» **Goal of the exercise**: Print verbatim the opening line of the material and every subsequent line through the one containing "const toPath = rows".

» **Exercise inputs**:
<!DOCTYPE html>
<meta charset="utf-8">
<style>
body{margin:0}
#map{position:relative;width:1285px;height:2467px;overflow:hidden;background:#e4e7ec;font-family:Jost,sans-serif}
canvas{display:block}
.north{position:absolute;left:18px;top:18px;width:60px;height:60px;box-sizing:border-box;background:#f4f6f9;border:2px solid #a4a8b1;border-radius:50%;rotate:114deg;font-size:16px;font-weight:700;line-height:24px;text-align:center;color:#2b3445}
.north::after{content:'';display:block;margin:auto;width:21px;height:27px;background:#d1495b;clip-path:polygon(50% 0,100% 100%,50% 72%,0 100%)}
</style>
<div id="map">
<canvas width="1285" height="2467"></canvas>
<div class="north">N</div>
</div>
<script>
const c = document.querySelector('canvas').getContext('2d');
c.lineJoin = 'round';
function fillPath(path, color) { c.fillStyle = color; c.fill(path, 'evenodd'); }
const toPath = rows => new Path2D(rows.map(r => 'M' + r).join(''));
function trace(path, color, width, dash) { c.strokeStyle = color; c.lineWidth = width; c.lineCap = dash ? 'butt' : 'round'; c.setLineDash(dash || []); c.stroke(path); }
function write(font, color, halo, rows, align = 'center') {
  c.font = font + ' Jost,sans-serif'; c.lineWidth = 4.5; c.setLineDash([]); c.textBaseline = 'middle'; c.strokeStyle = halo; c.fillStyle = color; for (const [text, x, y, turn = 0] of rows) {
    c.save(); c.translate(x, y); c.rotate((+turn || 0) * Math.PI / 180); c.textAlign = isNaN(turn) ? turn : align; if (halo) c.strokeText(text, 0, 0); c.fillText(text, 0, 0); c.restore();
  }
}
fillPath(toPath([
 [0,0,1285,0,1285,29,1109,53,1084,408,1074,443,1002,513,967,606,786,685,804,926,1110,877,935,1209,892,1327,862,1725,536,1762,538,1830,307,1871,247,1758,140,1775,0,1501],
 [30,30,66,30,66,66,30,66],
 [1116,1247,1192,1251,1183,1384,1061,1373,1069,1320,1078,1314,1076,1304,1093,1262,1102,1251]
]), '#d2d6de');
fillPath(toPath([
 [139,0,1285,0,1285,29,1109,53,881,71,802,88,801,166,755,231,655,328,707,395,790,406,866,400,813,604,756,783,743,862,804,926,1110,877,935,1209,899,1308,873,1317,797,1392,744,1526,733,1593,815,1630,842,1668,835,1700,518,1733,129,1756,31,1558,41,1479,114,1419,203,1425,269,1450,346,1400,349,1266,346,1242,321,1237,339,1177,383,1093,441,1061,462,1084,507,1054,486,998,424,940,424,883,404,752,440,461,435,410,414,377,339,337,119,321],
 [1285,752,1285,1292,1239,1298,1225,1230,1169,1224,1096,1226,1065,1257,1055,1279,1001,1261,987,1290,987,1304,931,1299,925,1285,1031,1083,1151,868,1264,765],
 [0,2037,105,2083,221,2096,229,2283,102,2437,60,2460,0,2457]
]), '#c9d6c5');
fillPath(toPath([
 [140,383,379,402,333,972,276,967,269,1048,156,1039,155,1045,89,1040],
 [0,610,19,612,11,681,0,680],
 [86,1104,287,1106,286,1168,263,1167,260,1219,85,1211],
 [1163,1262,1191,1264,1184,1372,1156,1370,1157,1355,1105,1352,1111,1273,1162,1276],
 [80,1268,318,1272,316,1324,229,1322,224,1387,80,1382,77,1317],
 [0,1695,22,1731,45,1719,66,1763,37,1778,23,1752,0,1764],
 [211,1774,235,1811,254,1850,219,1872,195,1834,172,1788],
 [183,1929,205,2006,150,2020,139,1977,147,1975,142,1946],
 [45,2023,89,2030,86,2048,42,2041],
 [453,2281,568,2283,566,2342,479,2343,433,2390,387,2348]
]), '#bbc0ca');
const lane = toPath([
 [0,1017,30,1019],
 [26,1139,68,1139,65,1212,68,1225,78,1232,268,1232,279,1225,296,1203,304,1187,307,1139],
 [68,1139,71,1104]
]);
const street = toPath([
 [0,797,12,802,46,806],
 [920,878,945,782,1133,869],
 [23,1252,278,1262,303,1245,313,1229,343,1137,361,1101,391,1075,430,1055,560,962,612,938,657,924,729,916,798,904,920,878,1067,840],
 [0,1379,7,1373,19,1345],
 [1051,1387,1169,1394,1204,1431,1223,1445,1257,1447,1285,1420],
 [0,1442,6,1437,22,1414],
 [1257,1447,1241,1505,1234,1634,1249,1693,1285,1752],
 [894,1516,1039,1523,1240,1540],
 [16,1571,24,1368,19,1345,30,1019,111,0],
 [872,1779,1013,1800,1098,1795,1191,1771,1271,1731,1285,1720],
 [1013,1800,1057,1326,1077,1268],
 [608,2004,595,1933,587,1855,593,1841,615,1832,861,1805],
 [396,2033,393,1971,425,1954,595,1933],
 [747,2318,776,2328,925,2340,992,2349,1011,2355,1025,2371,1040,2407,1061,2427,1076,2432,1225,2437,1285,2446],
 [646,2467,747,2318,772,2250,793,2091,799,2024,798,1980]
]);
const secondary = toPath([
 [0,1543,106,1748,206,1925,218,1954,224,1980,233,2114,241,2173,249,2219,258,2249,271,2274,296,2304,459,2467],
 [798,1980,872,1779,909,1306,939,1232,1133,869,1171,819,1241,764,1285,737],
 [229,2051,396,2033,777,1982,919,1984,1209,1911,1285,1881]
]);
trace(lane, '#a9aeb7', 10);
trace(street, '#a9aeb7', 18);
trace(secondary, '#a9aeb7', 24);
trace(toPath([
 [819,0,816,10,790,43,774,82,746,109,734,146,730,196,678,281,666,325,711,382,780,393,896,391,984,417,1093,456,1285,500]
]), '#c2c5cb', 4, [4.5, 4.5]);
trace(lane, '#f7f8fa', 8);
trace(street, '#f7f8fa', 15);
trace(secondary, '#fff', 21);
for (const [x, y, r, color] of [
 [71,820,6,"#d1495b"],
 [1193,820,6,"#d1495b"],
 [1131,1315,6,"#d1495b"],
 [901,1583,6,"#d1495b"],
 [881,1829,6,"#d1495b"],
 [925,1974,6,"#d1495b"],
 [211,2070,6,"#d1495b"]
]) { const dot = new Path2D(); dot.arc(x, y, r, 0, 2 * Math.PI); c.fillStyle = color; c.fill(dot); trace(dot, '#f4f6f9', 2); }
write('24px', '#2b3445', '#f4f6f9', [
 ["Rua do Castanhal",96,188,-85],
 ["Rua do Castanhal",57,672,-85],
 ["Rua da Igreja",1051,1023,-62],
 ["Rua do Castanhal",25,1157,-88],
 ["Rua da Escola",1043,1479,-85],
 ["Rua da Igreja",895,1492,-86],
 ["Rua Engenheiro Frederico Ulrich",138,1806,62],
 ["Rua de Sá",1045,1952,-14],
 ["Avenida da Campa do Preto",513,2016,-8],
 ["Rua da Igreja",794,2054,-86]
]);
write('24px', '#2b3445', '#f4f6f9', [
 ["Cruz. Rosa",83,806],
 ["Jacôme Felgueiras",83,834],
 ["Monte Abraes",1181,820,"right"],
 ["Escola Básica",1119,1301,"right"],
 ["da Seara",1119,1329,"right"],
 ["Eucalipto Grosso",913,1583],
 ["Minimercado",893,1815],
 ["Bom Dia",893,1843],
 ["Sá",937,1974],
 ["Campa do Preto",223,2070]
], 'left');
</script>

» **Response box**:
<!DOCTYPE html>
<meta charset="utf-8">
<style>
body{margin:0}
#map{position:relative;width:1285px;height:2467px;overflow:hidden;background:#e4e7ec;font-family:Jost,sans-serif}
canvas{display:block}
.north{position:absolute;left:18px;top:18px;width:60px;height:60px;box-sizing:border-box;background:#f4f6f9;border:2px solid #a4a8b1;border-radius:50%;rotate:114deg;font-size:16px;font-weight:700;line-height:24px;text-align:center;color:#2b3445}
.north::after{content:'';display:block;margin:auto;width:21px;height:27px;background:#d1495b;clip-path:polygon(50% 0,100% 100%,50% 72%,0 100%)}
</style>
<div id="map">
<canvas width="1285" height="2467"></canvas>
<div class="north">N</div>
</div>
<script>
const c = document.querySelector('canvas').getContext('2d');
c.lineJoin = 'round';
function fillPath(path, color) { c.fillStyle = color; c.fill(path, 'evenodd'); }
const toPath = rows => new Path2D(rows.map(r => 'M' + r).join(''));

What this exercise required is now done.